In 1988, the Soviet Union launched Fobos-1 and -2, Mars orbiters with small vehicles intended to land on Phobos. Selivanov and Gektin's team designed a 28 kilogram optico-mechanical camera, similar in basic design to the Mars-5/Venera-9 linear cameras. Called TERMOSKAN, the camera contained two detectors: One for 600-950 nm returned images in the red and near-infrared range. The other, cooled by liquid nitrogen, imaged the thermal infrared wavelengths from 8.5 to 12 μm. Seen above is the third of four scans around the equator of Mars, 512×3100 pixels, from Olympus Mons to the Valles Marineris



The spacecraft was 3-axis stabilized, with the TERMOSKAN camera pointed away from the Sun. A moving mirror scanned one dimension at 512 pixels/line and 1 line/second. The nearly circular orbit of the spacecraft moved the camera in a swath across the illuminated face of the planet. The faint horizontal streak is the shadow of Phobos, following the spacecraft's orbit.

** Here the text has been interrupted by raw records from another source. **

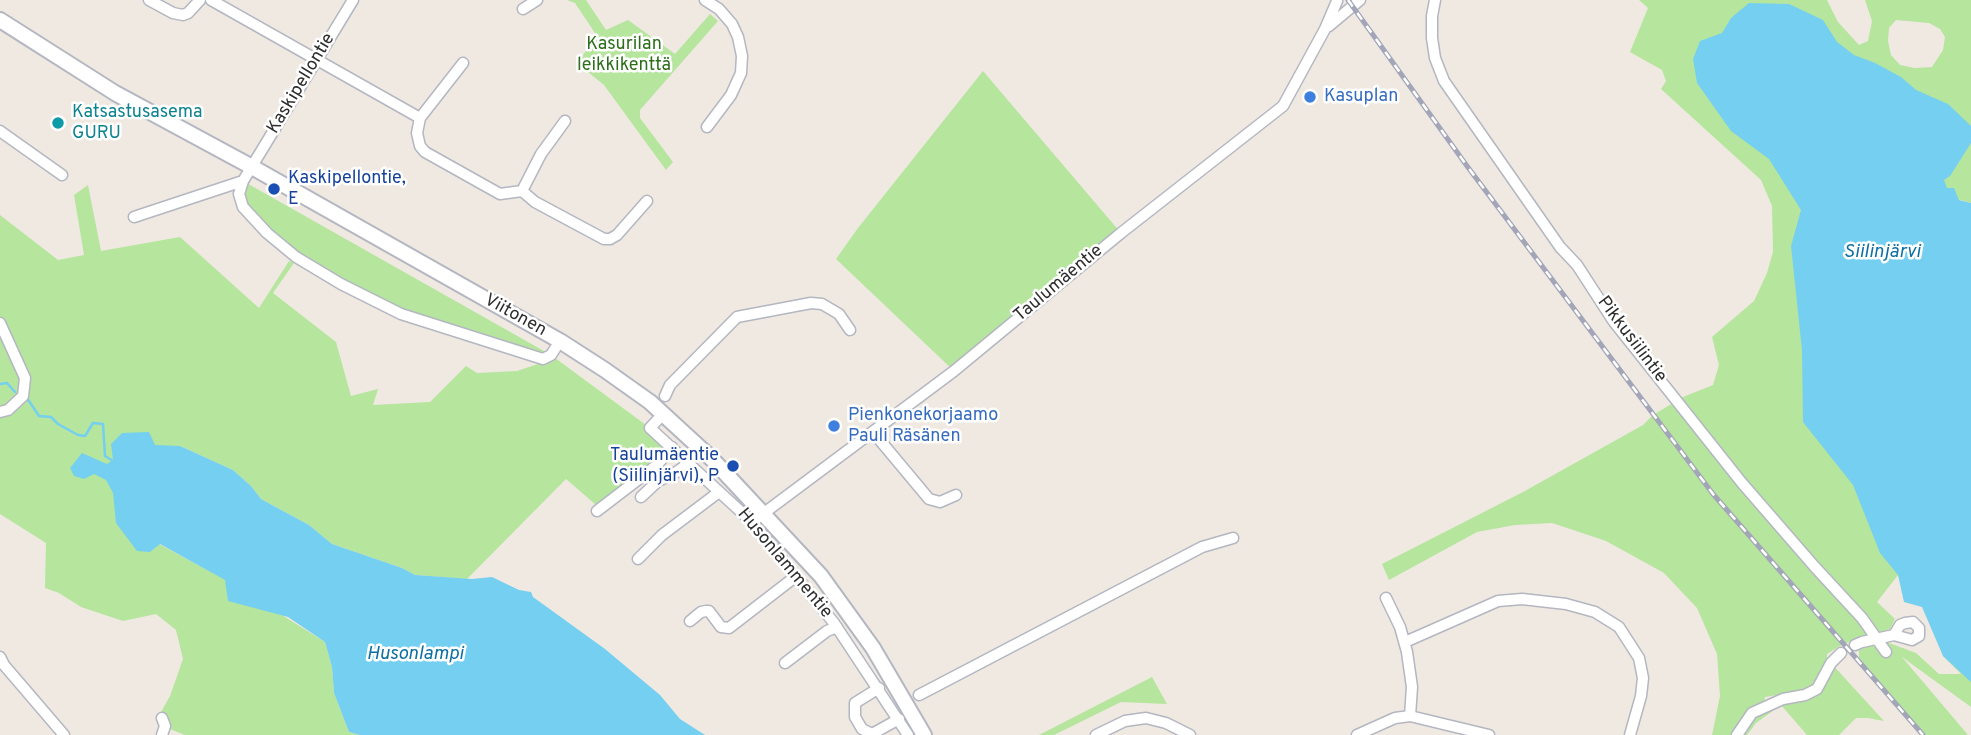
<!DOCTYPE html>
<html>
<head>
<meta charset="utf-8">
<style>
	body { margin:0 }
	canvas { display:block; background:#efe9e1 }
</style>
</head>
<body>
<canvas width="1971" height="735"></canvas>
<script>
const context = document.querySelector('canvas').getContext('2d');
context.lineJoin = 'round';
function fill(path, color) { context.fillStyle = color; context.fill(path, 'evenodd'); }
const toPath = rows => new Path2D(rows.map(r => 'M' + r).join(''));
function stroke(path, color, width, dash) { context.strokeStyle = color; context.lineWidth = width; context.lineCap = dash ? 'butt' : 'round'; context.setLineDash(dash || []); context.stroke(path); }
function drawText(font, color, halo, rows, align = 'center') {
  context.font = font + ' Overpass,sans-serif'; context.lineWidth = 5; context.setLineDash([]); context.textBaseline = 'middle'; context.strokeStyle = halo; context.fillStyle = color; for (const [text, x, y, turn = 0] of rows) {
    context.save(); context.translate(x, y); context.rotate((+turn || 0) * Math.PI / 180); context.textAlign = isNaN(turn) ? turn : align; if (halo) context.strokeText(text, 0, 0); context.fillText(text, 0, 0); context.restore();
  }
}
fill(toPath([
	[567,0,586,0,606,30,628,20,675,54,710,14,718,21,640,110,640,118,673,162,666,170,604,85,577,63,597,36,575,3],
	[1639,0,1827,0,1838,22,1859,45,1868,41,1872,21,1865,0,1971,0,1971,203,1940,194,1930,587,1898,575,1877,602,1895,619,1890,629,1843,644,1827,654,1827,665,1814,685,1802,691,1765,697,1763,707,1817,689,1831,663,1884,721,1868,718,1856,718,1839,735,1807,735,1781,705,1756,723,1747,735,1712,735,1720,696,1717,654,1697,608,1664,573,1606,541,1552,523,1515,525,1477,532,1389,580,1382,564,1523,492,1643,425,1653,415,1683,397,1713,385,1719,365,1712,337,1754,301,1767,273,1773,252,1772,206,1761,180,1661,89,1666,81,1662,70,1630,52,1648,8],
	[1896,20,1929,23,1940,29,1945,37,1943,50,1932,67,1915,68,1900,65,1891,55,1888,41,1889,28],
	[983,71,1121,233,954,371,836,259,858,228],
	[243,181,551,355,650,428,672,447,673,458,603,511,566,479,467,579,415,575,402,568,332,544,309,525,261,499,251,486,233,470,180,446,150,552,159,544,226,580,325,642,332,667,334,693,349,732,360,735,185,735,160,725,156,721,170,696,183,659,176,630,156,614,123,621,81,607,59,593,45,588,46,543,0,514,0,215,58,260,84,255,74,195,88,185,101,251,180,237,259,308,289,261,294,263,273,293,336,342,351,396,378,389,373,405,430,402,466,366,477,373,517,371,538,364,543,360,401,314,312,268,243,207],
	[1884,641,1916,653,1939,674,1961,674,1943,656,1962,644,1971,642,1971,707,1902,657,1968,735,1922,735,1859,662,1859,650],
	[1152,677,1167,704,1121,702,1054,735,1039,735]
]), '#b6e59e');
fill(toPath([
	[1749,3,1789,4,1823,20,1837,42,1854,55,1875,63,1901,77,1916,90,1948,104,1971,126,1971,143,1950,176,1944,180,1947,188,1954,188,1959,200,1971,203,1971,682,1943,656,1922,607,1904,602,1898,575,1880,553,1853,485,1803,422,1802,350,1791,246,1801,210,1769,159,1731,131,1697,83,1693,59,1700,41,1722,33,1731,18],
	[149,432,155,445,180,446,233,470,251,486,261,499,309,525,332,544,402,568,415,575,472,579,492,577,519,590,531,592,533,597,605,649,660,695,680,719,705,735,360,735,349,732,334,693,332,667,325,642,288,617,228,601,225,580,160,544,150,552,137,551,116,523,113,493,106,480,94,474,84,479,74,476,70,468,82,453,107,464,113,460,111,444,122,433]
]), '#75cff0');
stroke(toPath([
	[0,384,7,383,15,392],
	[27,398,39,416,51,417,58,424,78,435,85,436,93,423,103,424,105,456,113,461]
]), '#75cff0', 2.5);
const street = toPath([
	[149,0,173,13,183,15,188,13,200,0],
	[211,0,420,118,417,133,420,146,425,152,500,194,522,191,541,154,565,121],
	[353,0,243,181,239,194,243,207,267,233,296,257,341,284,401,314,543,359,551,355,560,341],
	[705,0,719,9,732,24,738,37,742,56,741,73,731,95,707,127],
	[1435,0,1432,16,1432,38,1435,58,1444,81,1560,247,1577,265,1614,322,1742,483,1814,566,1862,618,1886,652],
	[523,9,537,0],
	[1329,26,1360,0],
	[420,118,463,63],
	[0,131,62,175],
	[522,191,535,202,604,239,610,239,617,235,647,201],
	[134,217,243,181],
	[0,323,25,378,23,396,8,410,0,412],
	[665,396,670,385,737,317,811,303,822,304,839,314,850,330],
	[663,414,650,428,752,522,834,623,908,735],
	[873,432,929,499,940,502,956,495],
	[641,497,658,481,675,473,689,463],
	[597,511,657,465,672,447],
	[752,522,954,371,1121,233,1283,106,1325,29,1337,1],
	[638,559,662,535,719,492],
	[1386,598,1400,627,1407,652,1412,687,1410,716],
	[690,621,701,612,706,611,709,611,721,627,729,628,795,577],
	[1405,642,1498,601,1522,599,1566,604,1595,612,1619,627,1639,658,1643,678,1641,696,1630,735],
	[1855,645,1862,642,1894,635,1912,640,1919,636,1919,628,1913,622,1905,623,1900,625,1894,635],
	[0,657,4,665,64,735],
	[785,663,827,631,837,627],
	[879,688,855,703,855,717,862,729,872,734,899,719],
	[919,695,1202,547,1233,538],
	[162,735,165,726,162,718],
	[1096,735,1125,721,1146,718,1166,723,1190,735],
	[1357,735,1395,718,1410,716,1489,735],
	[1737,735,1752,713,1783,699,1805,695,1817,689,1831,663,1841,653]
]);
const secondary = toPath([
	[0,20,115,93,252,167,560,341,605,370,650,402,712,459,821,576,873,648,924,735]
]);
stroke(street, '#b4b7c1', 13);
stroke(secondary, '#b4b7c1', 18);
stroke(street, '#fff', 10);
stroke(secondary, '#fff', 14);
const rail = toPath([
	[1348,0,1467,166,1713,494,1923,735]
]);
stroke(rail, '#a3a6b8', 5);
stroke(rail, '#fff', 2.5, [8]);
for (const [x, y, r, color] of [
	[1310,97,7,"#3f7fe0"],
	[58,123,7,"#0f9aa8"],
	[274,189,7,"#1a4fb4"],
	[834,426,7,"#3f7fe0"],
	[733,466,7,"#1a4fb4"]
]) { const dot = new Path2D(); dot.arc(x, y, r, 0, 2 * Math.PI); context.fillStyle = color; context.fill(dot); stroke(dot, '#fff', 2.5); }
drawText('18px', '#2c6e1b', '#fff', [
	["Kasurilan",624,45],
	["leikkikenttä",624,66]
]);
drawText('18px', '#2e2e2e', '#fff', [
	["Kaskipellontie",302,84,-59],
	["Taulumäentie",1059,284,-40],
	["Viitonen",515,316,29],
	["Pikkusiilintie",1631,340,53],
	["Husonlammentie",784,564,50]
]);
drawText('18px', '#366cbe', '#fff', [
	["Kasuplan",1324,97],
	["Pienkonekorjaamo",848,416],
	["Pauli Räsänen",848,437]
], 'left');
drawText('18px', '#0d838f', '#fff', [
	["Katsastusasema",72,113],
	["GURU",72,134]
], 'left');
drawText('18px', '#164399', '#fff', [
	["Kaskipellontie,",288,179],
	["E",288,200],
	["Taulumäentie",719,456,"right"],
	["(Siilinjärvi), P",719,477,"right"]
], 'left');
drawText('italic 19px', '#0d6fa3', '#fff', [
	["Siilinjärvi",1882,253],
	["Husonlampi",415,655]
]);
</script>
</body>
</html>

Above is a full sized section from the second scan in the far infrared. With 1.8 km resolution, the Fobos-2 images are several times higher resolution than the recent thermal IR images from Mars Global Surveyor. Each scan line consists of 384 pixels of image and 128 pixels of calibration data (which has been omitted). A later version of the camera was installed on Mars-96, which was destroyed in a launch mishap

Linear optical-mechanical cameras have been applied to non-military Earth observation satellites. In the early 1970s, two scanners were developed by Selivanov's team, for the Meteor weather satellites: MSU-M scanned 4 lines/sec by oscillating mirror (similar to the Mars-5 camera). It swept a 3000 km swath at four bands in the visible and infrared. MSU-S scanned 48 lines/sec by spinning prism (similar to the Luna-19 camera). It swept out a 2000 km swath with 240 meter resolution, in two spectral bands.

The two images above show images gathered from MIR in the 1990s. The latest spinning-prism scanner, the MSU-SK, has been installed on Meteor-3M, Okean and Resurs-O satellites, as well as the MIR space station. It sweeps out a 600 km wide swath with an arc-shaped scan, returning up to 4756 pixels/line. It is combined with the MSU-E push-broom camera, which uses three 2048-element linear CCD sensors. The MSU-E returns 200 lines/sec in a 45 - 78 km swath, running down the center of the MSU-SK image. A 24-bit image is returned, consisting of three channels selected from the set of 5 spectral bands on the MSU-SK and 3 bands on MSU-E.